Sunday, September 16, 2012
Cult-TV Blogging: Circle of Fear: "Earth, Air, Fire, and Water" (January 19, 1973)
Last week while discussing the Circle of Fear episode “Dark Vengeance,” I described a kind of anti-sense or nightmare logic that canny horror productions sometimes marshal and deploy to good effect. One of the absolute champions of this approach may well be this week’s Circle of Fear episode, “Earth, Air, Fire and Water,” written by Dorothy Fontana and Harlan Ellison.
I shouldn’t beat around the bush about this episode. When I wrote about it for my horror television survey, Terror Television (1999), I gave it a pretty negative rating and review. But today, a decade and beyond later, I find my own commentary on the episode poorly-supported and flat-out wrong. After a recent viewing of “Earth, Air, Fire and Water,” I feel like I can see it better for what it is: a genuinely upsetting and highly unnerving hour.
Perhaps what I was reacting against originally were my own feelings of discomfort. Who can say for sure? But now, today, I count “Earth, Air, Fire and Water’s” capacity to unsettle as a very real strength, not a weakness. This episode is deeply scary in a cerebral way. It manages to vet some terrifying moments with precious little in terms of resources.
“Earth, Air, Fire and Water” concerns a group of starving artists -- a 1970s commune of sorts -- that rents a dilapidated shop in a quaint downtown area and begins to sell their creative wares there. While cleaning up the place, the artists come across an old chest. Inside are several transparent jars filled with strangely-colored fluids.
In a short amount of time, exposure to these jars begins to turn the artists’ work…sour. A landscape painter now creates creepy paintings worthy of Rod Serling’s Night Gallery, for instance, instead of views of scenic shores and light houses. The group's esprit-de-corps shatters like glass, and something sinister seems to hang in the very air itself.

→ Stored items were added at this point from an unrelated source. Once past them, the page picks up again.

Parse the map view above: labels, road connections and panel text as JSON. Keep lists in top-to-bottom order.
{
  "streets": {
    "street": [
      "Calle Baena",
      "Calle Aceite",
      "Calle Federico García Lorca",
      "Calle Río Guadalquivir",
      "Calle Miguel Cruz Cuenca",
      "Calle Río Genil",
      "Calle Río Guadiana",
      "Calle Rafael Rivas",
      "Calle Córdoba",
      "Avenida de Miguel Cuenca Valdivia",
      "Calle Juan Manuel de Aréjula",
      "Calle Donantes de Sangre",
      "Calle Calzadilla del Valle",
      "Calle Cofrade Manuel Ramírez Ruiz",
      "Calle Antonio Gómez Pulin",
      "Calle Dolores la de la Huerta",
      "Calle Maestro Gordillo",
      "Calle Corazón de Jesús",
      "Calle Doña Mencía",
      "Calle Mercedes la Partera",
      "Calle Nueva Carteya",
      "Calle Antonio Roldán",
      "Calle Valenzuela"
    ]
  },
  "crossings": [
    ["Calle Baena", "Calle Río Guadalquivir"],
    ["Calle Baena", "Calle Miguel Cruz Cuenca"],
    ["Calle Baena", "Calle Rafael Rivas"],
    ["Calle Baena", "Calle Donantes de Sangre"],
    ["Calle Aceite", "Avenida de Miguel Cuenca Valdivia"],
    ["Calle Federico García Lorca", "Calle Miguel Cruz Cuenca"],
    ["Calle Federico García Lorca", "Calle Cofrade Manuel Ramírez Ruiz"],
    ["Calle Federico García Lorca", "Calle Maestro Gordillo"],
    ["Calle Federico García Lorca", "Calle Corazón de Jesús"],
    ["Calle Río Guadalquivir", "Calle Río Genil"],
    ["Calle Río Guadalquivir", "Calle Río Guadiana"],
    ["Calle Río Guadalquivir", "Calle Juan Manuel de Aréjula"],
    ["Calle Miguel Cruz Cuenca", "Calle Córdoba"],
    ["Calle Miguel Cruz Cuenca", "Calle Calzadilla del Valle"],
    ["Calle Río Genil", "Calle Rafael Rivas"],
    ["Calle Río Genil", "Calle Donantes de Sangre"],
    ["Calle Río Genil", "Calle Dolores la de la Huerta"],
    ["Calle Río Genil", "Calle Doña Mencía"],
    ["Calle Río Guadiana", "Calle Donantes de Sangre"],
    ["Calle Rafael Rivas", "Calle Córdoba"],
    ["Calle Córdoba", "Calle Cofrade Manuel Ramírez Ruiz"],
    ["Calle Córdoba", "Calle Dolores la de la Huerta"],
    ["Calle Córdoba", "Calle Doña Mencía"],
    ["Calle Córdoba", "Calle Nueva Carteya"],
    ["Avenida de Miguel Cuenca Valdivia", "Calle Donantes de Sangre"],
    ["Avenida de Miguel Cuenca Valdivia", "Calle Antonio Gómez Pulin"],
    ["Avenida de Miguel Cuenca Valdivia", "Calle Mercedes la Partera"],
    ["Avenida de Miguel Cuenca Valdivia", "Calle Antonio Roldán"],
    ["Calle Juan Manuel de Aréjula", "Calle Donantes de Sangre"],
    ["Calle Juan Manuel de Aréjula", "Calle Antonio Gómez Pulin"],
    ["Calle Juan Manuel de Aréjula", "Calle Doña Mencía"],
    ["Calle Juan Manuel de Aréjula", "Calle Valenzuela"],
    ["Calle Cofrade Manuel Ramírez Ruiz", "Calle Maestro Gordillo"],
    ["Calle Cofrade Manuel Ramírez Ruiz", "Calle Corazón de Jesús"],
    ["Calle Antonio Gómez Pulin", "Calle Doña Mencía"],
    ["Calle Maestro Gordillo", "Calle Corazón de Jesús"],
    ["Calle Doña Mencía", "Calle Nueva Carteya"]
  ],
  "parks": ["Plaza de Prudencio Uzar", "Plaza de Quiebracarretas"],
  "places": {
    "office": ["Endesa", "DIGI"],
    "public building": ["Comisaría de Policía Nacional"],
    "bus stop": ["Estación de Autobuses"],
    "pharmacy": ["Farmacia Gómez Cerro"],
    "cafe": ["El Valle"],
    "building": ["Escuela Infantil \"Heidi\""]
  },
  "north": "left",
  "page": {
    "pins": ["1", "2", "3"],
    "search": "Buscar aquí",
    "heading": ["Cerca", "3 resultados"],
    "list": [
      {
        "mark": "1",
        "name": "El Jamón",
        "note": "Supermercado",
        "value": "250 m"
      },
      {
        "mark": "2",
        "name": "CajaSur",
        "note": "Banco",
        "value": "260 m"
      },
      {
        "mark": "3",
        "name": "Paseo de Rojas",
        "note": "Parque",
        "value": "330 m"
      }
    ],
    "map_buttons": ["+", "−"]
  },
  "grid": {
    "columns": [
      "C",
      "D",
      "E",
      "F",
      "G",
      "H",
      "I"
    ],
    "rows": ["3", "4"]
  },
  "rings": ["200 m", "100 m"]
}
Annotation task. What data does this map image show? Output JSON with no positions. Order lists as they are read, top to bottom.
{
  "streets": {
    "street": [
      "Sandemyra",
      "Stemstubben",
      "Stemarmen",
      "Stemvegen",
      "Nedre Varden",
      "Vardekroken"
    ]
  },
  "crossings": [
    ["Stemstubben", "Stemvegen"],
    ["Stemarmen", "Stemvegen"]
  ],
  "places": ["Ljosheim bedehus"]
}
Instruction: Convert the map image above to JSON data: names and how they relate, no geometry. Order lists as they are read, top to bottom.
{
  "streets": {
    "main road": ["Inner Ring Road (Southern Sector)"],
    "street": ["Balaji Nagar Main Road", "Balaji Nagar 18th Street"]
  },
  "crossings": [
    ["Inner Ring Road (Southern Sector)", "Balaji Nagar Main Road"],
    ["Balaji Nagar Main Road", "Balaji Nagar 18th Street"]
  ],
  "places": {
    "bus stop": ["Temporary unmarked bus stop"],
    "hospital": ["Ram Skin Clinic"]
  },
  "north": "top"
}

We learn -- though only obliquely -- that the former residents of this building practiced black magic. But beyond that blanket explanation, we’re given no real cause for the artists’ strange change, or any real origin for the bizarre jars.
From the episode’s first frames -- a low traveling shot through the interior of a wrecked shop -- “Earth, Air, Fire and Water” develops a strong, almost overwhelming sense of amorphous dread. We hear individuals (souls trapped in the jars?) talking to one another, but we don’t know where they are or what, precisely, they are. The effect is unsettling. We know we should feel alarmed and frightened, but there is no focal point for those feelings. Instead, we just feel...uncomfortable.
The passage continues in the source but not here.